TASK DIRECTIONS: Return the lines from the line containing "Transcribe the names" onward. Each must match exactly, and the last line of the listing below must be included.

• • • • •

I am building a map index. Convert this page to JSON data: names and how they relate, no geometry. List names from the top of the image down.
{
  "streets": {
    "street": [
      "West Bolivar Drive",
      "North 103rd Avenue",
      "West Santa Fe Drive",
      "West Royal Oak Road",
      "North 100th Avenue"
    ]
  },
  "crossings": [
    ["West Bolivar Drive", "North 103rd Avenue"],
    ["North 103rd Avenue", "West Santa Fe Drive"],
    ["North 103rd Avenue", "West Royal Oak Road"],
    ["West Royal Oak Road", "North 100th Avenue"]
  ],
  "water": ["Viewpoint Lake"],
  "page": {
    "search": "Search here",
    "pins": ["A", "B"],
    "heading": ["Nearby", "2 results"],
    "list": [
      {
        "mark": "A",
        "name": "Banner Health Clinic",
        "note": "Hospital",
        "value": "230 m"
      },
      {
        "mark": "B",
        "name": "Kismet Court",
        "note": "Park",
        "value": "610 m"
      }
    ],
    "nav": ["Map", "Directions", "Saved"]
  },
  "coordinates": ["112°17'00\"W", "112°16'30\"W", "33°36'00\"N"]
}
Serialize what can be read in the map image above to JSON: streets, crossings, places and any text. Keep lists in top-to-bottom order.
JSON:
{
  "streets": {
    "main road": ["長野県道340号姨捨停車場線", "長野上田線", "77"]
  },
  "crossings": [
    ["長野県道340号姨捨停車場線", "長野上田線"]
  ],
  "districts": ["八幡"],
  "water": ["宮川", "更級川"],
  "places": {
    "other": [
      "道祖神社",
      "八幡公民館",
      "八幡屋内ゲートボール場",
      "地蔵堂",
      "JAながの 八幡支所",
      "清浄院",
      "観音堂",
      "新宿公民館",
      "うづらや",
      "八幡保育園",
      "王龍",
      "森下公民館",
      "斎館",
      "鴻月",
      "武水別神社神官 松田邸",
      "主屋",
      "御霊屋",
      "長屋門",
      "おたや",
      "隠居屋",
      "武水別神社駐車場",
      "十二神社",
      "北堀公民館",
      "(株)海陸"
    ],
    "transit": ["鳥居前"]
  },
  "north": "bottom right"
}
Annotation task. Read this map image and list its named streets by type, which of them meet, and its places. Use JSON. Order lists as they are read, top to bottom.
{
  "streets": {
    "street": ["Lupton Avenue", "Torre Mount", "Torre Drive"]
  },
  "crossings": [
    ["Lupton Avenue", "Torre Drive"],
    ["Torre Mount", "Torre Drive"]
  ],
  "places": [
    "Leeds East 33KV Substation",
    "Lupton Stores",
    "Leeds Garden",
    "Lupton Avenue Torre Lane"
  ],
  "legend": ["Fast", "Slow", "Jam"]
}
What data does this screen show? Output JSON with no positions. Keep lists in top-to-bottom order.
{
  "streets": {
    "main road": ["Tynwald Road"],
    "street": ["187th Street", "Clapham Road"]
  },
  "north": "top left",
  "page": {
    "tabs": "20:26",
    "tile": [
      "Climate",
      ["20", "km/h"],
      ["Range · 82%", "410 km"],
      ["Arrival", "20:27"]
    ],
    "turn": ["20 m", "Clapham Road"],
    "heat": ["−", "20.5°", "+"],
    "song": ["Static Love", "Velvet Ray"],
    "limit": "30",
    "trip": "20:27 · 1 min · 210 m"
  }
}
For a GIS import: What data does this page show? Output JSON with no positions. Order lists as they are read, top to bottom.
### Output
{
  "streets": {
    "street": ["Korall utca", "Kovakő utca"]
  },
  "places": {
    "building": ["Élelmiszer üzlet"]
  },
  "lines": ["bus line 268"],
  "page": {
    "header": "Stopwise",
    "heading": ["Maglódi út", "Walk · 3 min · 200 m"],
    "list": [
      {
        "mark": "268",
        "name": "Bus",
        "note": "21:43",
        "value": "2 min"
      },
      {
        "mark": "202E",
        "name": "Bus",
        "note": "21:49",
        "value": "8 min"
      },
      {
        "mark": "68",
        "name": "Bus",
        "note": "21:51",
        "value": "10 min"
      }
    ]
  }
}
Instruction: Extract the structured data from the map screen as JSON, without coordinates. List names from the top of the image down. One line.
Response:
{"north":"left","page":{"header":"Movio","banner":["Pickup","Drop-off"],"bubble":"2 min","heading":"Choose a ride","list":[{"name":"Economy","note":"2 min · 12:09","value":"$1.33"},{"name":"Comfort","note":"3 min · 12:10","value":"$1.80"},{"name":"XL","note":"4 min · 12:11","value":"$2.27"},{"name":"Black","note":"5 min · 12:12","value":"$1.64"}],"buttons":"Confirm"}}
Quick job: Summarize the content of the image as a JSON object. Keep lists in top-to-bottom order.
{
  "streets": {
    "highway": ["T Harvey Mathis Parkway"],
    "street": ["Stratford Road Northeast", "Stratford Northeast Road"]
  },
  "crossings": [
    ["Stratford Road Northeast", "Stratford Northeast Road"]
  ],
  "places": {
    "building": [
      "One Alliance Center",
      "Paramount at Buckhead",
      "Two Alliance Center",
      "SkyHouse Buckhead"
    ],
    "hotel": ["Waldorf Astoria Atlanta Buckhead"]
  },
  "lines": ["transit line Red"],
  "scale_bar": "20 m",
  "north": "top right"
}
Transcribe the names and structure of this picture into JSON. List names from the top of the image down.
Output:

• • • • •

ANSWER SECTION:
Transcribe the names and structure of this picture into JSON. List names from the top of the image down.
Output:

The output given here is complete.